Out-Law News 1 min. read

Financial firms expect compliance costs to jump 20% following regulatory split


Financial service firms expect their regulatory compliance costs to rise by as much as 20% after the Financial Services Authority (FSA) splits into two next year, according to a survey of compliance professionals.

Half of the senior compliance officers surveyed by consulting firm Protiviti predicted that the cost to firms of complying with regulations would rise under the new regime, which is expected to come into force next year.

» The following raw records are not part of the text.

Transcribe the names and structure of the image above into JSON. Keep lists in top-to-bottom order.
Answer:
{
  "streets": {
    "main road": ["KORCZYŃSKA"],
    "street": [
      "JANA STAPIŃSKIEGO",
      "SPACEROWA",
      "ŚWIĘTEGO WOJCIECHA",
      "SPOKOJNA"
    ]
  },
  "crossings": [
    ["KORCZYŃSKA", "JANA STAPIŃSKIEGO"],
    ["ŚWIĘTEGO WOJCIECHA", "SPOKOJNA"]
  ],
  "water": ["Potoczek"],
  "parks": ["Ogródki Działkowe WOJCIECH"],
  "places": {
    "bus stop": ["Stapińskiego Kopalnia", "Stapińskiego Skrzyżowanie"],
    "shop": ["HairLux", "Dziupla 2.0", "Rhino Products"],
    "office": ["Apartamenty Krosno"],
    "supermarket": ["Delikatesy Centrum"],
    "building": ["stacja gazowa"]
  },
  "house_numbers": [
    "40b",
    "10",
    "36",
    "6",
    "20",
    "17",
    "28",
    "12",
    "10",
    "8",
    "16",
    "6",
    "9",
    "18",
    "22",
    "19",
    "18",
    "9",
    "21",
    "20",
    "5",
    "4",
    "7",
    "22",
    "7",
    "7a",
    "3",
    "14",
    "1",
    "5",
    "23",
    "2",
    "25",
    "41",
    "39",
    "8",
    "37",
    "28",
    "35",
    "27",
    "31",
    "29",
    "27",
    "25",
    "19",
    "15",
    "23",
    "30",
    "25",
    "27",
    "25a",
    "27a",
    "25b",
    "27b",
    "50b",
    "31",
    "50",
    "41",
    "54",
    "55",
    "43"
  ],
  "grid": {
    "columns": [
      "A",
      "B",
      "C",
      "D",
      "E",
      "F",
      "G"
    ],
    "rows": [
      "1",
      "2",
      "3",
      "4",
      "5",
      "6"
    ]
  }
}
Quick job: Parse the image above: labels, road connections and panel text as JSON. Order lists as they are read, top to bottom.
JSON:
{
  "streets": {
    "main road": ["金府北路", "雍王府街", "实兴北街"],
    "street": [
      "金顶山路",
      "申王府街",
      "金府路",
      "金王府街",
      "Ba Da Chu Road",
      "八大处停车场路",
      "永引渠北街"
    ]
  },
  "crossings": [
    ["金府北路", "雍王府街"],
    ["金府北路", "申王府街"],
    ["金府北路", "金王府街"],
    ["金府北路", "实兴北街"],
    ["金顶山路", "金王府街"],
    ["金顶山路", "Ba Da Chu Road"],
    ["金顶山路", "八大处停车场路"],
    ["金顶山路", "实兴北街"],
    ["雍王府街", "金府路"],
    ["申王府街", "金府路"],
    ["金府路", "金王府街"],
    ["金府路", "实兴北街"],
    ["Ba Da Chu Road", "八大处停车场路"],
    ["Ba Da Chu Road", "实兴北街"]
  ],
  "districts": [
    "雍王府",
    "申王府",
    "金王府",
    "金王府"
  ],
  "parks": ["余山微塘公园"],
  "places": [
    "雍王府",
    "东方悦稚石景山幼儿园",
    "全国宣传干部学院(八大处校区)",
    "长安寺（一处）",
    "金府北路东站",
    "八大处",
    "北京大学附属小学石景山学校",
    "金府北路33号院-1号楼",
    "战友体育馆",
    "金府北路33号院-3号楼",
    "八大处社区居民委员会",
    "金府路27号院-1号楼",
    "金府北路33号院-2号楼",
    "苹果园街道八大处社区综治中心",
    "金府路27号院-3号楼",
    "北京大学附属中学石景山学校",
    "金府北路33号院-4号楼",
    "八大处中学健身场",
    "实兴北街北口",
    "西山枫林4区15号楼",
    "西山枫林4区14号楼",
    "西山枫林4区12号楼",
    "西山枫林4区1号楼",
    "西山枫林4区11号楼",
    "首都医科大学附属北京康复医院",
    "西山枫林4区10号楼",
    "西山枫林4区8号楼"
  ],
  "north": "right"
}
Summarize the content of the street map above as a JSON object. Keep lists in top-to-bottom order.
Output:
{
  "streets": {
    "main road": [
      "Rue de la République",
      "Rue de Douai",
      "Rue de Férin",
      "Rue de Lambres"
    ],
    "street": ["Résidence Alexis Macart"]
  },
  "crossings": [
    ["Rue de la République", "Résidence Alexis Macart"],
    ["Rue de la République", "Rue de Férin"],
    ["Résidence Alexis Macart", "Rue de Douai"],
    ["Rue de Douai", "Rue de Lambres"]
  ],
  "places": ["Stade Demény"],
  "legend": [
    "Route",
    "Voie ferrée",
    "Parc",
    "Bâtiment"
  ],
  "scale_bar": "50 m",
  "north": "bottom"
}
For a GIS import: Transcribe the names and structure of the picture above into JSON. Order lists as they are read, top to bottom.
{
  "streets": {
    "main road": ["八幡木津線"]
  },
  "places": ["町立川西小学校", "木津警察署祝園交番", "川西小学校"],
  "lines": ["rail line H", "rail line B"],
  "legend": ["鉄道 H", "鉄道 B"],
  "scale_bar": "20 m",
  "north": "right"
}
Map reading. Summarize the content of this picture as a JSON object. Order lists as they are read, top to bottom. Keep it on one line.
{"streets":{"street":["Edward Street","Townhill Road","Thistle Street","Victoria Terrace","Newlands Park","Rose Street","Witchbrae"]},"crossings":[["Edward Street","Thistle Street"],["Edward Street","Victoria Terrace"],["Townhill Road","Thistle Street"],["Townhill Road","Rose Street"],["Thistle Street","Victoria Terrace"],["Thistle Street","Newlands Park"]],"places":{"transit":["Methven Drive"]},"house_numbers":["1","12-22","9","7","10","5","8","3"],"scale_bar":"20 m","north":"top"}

The survey, as reported by the Scotsman, also showed that 83% of firms were not yet completely prepared for the changeover: 63% of firms said that they were "partially" prepared, while 13% said that they were "only just starting to prepare" for the changes.

The draft Financial Services Bill, which is currently before Parliament, will see the FSA's existing functions taken on by two independent bodies – the Prudential Regulation Authority (PRA) and the Financial Conduct Authority (FCA). The PRA, part of the Bank of England, will handle most of the day-to-day regulation and supervision of "systemically important" banks, building societies and insurers, while the FCA will handle conduct and compliance issues.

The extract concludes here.